Start of RECORDS TO PROCESS
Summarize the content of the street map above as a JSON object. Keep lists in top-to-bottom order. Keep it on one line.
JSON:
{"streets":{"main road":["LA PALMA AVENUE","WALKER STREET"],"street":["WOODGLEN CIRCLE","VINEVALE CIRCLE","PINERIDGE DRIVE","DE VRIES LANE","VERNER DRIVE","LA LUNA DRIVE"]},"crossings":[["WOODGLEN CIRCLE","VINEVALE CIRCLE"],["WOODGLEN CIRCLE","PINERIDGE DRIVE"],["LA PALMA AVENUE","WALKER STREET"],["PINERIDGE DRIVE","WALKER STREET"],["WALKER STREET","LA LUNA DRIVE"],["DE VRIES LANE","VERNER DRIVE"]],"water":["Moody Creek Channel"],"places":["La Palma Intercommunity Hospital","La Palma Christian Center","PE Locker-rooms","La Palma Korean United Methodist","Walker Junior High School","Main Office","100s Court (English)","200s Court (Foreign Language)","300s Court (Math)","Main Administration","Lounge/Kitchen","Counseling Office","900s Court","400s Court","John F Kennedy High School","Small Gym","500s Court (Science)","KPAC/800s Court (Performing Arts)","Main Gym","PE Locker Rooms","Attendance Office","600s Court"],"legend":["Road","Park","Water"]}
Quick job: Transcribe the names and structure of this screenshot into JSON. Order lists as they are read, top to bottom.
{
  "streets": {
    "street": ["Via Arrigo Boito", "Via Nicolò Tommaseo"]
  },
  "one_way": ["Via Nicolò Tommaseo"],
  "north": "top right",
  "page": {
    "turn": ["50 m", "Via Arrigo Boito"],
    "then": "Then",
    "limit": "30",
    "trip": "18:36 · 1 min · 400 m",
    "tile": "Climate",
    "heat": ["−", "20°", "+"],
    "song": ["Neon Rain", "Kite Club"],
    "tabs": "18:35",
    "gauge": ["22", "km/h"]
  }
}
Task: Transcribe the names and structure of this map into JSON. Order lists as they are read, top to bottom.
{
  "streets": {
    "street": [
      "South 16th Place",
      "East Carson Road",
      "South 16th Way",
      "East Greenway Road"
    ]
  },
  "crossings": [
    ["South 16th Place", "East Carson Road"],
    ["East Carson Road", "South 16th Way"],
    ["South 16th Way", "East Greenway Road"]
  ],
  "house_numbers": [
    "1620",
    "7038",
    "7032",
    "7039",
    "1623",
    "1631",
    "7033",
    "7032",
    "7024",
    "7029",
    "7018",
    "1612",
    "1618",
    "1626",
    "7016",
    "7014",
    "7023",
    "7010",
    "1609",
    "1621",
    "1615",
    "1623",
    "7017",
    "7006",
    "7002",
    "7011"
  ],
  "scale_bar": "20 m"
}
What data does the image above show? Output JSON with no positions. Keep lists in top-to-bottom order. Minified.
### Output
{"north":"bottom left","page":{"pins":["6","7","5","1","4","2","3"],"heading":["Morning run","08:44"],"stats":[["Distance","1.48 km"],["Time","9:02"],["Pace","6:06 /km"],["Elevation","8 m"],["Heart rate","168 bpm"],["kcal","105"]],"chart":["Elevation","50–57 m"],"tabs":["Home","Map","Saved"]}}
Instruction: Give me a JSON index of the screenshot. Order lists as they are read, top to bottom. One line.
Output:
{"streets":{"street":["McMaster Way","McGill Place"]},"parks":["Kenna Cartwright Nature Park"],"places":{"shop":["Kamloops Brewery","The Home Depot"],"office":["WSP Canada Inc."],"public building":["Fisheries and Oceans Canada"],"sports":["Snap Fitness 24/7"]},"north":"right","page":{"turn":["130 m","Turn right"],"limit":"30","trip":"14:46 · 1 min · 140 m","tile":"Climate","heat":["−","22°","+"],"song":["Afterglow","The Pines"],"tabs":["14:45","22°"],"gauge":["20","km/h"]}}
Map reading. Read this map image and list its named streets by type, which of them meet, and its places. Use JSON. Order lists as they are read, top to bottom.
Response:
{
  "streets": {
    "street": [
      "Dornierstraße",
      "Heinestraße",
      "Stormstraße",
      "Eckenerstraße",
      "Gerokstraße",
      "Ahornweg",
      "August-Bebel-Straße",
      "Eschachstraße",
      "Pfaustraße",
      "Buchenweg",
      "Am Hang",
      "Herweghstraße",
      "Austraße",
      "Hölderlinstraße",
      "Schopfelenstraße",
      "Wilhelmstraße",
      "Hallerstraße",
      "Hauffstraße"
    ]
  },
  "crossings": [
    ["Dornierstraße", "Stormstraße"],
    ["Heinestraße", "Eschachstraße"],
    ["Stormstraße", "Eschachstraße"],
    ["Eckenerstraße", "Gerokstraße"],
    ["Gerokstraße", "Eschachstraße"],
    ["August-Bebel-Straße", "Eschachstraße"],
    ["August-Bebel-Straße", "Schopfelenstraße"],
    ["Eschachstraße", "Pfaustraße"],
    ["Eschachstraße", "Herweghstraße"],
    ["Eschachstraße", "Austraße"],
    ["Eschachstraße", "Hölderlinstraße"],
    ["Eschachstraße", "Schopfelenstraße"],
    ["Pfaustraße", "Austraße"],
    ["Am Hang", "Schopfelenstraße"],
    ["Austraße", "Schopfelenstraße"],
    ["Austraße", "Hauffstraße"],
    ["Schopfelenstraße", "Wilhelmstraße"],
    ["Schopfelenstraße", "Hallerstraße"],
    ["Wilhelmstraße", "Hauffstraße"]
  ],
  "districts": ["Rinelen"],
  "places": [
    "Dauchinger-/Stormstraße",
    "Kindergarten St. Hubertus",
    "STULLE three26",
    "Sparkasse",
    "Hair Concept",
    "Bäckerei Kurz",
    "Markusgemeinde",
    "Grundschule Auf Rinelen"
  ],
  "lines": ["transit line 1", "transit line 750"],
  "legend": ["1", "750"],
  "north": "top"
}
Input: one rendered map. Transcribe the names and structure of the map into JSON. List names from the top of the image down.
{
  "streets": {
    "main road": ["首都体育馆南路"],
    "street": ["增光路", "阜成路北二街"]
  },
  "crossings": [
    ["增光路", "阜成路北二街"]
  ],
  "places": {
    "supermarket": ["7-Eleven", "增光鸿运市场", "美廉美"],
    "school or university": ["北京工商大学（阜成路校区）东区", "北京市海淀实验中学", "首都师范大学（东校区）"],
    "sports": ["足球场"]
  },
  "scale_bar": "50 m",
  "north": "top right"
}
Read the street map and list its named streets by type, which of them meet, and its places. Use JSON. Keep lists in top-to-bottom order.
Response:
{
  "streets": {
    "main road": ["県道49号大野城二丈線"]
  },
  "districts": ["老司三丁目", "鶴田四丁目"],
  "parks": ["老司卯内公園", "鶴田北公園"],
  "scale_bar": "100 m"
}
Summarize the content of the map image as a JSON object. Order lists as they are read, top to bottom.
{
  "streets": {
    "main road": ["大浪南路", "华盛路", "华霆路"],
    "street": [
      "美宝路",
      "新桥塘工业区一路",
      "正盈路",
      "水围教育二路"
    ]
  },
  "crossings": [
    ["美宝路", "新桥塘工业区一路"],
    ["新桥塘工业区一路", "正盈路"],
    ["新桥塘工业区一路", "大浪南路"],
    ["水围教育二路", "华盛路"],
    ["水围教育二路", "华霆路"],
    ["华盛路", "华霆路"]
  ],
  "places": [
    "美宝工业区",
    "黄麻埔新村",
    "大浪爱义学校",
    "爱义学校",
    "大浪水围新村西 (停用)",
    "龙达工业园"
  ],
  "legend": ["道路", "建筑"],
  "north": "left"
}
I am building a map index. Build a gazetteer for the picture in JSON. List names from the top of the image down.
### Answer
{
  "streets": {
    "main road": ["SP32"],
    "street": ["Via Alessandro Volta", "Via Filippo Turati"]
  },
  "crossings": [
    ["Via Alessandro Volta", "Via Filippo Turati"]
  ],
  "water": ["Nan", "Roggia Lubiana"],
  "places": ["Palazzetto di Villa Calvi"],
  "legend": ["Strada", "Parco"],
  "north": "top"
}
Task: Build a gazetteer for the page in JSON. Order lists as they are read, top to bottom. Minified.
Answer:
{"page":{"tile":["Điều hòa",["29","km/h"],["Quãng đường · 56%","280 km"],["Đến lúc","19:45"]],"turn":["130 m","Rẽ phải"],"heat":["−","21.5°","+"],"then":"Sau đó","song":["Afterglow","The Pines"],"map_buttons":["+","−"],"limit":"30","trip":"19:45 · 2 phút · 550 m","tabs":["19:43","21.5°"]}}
End of RECORDS TO PROCESS
ABOUT THIS TASK -
Starting at the line that contains "Instruction: Give me" and stopping after the line that contains "Map reading. Read", write out every line exactly as it appears above, and no other line.

OUTPUT -
Instruction: Give me a JSON index of the screenshot. Order lists as they are read, top to bottom. One line.
Output:
{"streets":{"street":["McMaster Way","McGill Place"]},"parks":["Kenna Cartwright Nature Park"],"places":{"shop":["Kamloops Brewery","The Home Depot"],"office":["WSP Canada Inc."],"public building":["Fisheries and Oceans Canada"],"sports":["Snap Fitness 24/7"]},"north":"right","page":{"turn":["130 m","Turn right"],"limit":"30","trip":"14:46 · 1 min · 140 m","tile":"Climate","heat":["−","22°","+"],"song":["Afterglow","The Pines"],"tabs":["14:45","22°"],"gauge":["20","km/h"]}}
Map reading. Read this map image and list its named streets by type, which of them meet, and its places. Use JSON. Order lists as they are read, top to bottom.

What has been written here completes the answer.